The drop shocked analysts which were predicting pre-tax profits of €1.04 billion (£823m). BMW now forecast a 2008 pre-tax profit margin of four per cent, after previously expecting earnings before tax to exceed last year's adjusted level of €3.78bn (£3bn).

BMW said: "Business conditions for the automobile industry deteriorated sharply again in the second quarter due to further ongoing steep rises in oil and raw material prices, the weakness of the US dollar, the impact of the international financial crisis and a weaker US economy.”

Chief Executive Norbert Reithofer said 2009 was shaping up to be a “difficult year full of challenges”.

He said: "We will use the strong headwinds as an opportunity for change and continue the process of renovating and optimising our business.

“We must and we will intensify our efforts on both the cost and revenues side even further.”

In order to battle the downturn in expected profits, BMW will be reducing production volumes and models that were intended for the US will now be sent to countries with higher margins.

The BMW Group is aiming for 2010, as an intermediate target, to achieve return on sales of at least 6% and in the automobiles segment.

Despite the gloomy outlook, BMW Group registered sales volume growth for all three brands from April to June.

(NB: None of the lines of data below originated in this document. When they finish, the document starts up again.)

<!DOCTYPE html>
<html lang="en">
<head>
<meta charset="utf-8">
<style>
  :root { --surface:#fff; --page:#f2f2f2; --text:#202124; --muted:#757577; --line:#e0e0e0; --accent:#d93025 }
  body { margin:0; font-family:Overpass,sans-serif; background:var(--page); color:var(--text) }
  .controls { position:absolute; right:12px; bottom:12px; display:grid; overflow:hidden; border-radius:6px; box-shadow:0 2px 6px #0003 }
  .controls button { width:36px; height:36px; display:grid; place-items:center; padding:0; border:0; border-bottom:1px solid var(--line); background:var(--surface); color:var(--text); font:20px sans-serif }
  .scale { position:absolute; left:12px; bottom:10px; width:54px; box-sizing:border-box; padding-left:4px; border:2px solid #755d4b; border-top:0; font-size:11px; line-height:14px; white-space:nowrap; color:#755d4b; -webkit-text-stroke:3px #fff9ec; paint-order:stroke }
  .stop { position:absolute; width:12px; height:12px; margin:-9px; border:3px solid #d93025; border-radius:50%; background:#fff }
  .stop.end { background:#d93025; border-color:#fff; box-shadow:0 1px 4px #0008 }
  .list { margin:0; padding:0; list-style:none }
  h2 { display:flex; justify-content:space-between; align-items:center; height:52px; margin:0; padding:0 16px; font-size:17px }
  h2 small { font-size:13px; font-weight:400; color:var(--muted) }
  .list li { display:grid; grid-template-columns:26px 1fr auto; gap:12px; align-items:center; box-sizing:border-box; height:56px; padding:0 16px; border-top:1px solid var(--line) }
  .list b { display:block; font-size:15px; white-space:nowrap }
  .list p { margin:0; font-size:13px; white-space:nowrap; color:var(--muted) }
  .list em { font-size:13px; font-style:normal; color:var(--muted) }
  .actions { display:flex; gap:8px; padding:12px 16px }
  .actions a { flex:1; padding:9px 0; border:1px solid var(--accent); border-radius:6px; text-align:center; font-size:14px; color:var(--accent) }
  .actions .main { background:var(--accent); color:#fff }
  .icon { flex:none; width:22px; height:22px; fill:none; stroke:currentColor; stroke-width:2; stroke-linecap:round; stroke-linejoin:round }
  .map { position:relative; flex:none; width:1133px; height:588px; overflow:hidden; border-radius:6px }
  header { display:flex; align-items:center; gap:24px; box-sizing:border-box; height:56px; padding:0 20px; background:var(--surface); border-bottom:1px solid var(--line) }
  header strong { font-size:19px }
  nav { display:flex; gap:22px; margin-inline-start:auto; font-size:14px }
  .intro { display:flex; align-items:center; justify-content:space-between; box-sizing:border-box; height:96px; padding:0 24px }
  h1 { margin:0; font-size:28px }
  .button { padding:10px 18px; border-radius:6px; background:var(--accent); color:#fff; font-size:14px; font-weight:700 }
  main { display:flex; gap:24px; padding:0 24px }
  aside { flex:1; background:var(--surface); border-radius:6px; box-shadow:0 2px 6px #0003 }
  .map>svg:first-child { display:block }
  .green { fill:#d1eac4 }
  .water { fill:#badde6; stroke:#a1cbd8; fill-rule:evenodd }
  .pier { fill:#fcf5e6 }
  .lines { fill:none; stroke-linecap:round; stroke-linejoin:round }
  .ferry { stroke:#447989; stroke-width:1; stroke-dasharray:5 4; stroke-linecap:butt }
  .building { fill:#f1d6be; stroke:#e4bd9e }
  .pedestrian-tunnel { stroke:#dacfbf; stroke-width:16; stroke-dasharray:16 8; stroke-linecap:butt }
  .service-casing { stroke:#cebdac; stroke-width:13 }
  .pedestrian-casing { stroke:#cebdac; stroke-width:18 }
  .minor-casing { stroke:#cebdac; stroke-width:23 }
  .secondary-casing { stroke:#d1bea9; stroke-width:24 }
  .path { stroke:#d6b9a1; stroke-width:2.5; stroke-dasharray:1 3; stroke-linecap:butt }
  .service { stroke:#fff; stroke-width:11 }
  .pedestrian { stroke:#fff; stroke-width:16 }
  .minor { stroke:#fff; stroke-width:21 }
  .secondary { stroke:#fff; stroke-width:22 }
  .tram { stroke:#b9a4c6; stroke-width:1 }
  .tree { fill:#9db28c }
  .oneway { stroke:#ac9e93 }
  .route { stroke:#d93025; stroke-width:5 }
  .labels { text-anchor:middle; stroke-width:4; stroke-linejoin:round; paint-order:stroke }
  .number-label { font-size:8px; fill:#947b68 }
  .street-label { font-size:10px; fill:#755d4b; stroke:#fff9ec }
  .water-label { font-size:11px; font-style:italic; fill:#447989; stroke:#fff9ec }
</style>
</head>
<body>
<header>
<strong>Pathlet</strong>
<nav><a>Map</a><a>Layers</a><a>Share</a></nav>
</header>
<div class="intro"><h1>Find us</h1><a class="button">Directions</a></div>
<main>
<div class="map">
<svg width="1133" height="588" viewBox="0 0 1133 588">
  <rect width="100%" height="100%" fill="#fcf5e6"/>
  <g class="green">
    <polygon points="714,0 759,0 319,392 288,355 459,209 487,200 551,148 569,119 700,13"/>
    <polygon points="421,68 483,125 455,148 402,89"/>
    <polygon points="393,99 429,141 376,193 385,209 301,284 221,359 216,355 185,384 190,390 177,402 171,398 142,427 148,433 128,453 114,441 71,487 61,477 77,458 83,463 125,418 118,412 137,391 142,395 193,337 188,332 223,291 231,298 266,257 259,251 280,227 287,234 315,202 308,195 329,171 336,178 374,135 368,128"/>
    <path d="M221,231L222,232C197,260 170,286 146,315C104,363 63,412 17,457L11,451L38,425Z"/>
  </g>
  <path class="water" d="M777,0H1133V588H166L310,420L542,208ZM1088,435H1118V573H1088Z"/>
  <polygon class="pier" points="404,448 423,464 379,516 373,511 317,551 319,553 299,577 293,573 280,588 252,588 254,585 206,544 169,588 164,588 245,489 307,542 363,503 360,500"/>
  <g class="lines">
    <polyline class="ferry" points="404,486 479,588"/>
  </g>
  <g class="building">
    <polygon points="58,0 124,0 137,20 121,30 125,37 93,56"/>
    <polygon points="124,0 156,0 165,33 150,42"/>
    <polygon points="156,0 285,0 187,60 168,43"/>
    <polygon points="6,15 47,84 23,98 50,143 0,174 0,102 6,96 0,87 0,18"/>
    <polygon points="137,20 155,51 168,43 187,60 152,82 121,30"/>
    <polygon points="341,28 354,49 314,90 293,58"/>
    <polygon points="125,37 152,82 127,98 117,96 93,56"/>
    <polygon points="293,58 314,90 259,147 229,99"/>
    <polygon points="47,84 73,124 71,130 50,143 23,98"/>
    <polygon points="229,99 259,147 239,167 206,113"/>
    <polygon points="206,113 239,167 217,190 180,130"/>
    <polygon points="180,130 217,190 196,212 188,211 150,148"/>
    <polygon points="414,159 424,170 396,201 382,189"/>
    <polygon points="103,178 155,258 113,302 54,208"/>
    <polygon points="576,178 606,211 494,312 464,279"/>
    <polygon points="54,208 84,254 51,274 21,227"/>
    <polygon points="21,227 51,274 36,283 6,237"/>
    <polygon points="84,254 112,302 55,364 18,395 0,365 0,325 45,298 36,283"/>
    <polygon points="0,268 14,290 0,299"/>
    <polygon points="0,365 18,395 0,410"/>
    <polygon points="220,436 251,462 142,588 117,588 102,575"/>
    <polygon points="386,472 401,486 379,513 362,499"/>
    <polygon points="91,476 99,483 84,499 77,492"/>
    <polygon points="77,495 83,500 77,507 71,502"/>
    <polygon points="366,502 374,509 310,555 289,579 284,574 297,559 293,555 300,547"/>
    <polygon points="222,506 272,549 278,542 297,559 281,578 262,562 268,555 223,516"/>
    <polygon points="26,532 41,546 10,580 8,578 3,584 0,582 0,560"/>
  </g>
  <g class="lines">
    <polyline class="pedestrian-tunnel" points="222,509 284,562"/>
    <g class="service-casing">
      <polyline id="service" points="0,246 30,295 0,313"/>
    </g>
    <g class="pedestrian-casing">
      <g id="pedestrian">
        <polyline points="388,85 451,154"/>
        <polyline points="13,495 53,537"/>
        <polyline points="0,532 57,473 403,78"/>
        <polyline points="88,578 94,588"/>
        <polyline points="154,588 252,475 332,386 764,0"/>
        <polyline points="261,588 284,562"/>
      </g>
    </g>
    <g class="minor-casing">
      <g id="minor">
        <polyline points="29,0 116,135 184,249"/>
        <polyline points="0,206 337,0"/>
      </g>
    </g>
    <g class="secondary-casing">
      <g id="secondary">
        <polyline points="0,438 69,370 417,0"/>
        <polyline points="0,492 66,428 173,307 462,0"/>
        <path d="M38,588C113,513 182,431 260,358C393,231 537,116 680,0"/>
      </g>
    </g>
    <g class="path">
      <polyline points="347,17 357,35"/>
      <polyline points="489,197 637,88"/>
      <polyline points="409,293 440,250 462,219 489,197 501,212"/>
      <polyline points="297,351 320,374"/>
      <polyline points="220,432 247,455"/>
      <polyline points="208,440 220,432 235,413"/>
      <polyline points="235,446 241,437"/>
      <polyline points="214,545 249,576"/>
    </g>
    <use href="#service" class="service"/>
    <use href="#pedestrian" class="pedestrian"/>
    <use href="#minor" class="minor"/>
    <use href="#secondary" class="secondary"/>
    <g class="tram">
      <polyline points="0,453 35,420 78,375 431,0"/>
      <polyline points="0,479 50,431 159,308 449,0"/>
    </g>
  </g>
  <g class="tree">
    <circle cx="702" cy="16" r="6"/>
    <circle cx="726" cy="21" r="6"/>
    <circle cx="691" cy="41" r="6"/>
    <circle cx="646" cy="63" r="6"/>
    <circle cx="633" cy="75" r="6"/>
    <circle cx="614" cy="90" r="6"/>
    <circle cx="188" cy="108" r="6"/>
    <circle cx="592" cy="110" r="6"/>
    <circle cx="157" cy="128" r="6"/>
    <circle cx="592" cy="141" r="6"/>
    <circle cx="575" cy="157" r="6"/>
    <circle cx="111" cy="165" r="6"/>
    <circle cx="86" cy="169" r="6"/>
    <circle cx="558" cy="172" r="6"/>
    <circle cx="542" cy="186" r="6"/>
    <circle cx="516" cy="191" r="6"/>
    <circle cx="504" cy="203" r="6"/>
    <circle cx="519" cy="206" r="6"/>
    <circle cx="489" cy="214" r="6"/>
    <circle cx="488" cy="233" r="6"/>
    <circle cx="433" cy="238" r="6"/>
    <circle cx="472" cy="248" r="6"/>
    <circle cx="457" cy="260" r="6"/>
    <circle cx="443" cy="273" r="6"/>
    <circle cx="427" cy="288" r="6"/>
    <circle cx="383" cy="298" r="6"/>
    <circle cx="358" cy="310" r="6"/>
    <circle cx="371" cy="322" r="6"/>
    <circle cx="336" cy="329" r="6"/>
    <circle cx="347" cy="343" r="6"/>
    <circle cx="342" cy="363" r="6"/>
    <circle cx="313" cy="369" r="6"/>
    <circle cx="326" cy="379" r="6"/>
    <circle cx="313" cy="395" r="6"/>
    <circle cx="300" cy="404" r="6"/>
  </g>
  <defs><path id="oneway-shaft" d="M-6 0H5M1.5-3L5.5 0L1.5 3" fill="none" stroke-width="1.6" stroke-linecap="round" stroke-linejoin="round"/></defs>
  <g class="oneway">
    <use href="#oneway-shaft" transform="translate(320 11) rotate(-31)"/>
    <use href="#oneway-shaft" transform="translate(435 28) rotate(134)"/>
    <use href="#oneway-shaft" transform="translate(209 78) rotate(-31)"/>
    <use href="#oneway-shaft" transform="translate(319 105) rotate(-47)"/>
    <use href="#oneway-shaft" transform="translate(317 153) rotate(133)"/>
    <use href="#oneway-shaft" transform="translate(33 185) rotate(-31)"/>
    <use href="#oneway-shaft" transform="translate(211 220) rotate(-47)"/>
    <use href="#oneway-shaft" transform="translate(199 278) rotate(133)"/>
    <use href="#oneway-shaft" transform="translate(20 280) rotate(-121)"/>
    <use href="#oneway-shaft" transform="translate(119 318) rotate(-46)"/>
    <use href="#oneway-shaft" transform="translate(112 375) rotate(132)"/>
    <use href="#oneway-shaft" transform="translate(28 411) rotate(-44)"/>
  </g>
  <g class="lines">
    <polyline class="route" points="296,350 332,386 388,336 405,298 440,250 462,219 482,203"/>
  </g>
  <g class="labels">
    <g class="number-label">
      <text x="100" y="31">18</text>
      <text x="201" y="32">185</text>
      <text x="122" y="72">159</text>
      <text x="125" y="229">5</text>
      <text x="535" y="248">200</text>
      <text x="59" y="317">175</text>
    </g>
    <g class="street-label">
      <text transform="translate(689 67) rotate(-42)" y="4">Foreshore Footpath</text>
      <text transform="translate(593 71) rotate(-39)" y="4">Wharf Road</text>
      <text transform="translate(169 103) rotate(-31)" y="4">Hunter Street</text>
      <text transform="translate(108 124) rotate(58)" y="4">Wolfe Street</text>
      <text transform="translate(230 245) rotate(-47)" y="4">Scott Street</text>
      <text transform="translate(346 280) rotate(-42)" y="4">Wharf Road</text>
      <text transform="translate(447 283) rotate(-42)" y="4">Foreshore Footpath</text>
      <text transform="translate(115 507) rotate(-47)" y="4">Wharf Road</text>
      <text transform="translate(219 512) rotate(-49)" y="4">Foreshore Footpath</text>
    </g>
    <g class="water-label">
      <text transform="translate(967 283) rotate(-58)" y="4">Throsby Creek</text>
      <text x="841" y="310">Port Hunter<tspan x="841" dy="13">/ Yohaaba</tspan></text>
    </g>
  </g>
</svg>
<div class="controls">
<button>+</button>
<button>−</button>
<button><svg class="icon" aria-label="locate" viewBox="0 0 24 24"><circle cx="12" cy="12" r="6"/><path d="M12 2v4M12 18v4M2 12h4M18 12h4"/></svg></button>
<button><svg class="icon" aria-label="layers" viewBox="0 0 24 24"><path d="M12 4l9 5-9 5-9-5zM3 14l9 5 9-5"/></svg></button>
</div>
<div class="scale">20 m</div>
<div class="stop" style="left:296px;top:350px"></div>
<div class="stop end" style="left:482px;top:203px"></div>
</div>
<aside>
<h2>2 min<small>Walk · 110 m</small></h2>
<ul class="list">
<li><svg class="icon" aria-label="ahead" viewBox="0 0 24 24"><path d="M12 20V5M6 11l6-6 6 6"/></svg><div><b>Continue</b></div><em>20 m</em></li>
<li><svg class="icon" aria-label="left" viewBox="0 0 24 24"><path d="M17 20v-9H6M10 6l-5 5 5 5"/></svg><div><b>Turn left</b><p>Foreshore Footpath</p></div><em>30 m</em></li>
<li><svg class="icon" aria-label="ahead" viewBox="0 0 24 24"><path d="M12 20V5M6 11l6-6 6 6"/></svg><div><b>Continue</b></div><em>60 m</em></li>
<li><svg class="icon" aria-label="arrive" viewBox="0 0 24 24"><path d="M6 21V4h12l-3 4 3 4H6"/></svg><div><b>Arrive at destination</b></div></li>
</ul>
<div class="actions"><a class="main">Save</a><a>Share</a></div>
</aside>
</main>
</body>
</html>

The total number of BMW, Mini and Rolls-Royce brand vehicles delivered to customers increased by 4% to 413,087 units. Sales of BMW brand cars went up by 2.3% to 344,019 units. The Mini brand also recorded strong growth with the second-quarter sales volume up by 13.5% to 68,756 units. Rolls-Royce Motor Cars recorded an extremely high growth rate, with 312 units sold in the quarter, a 72.4% increase.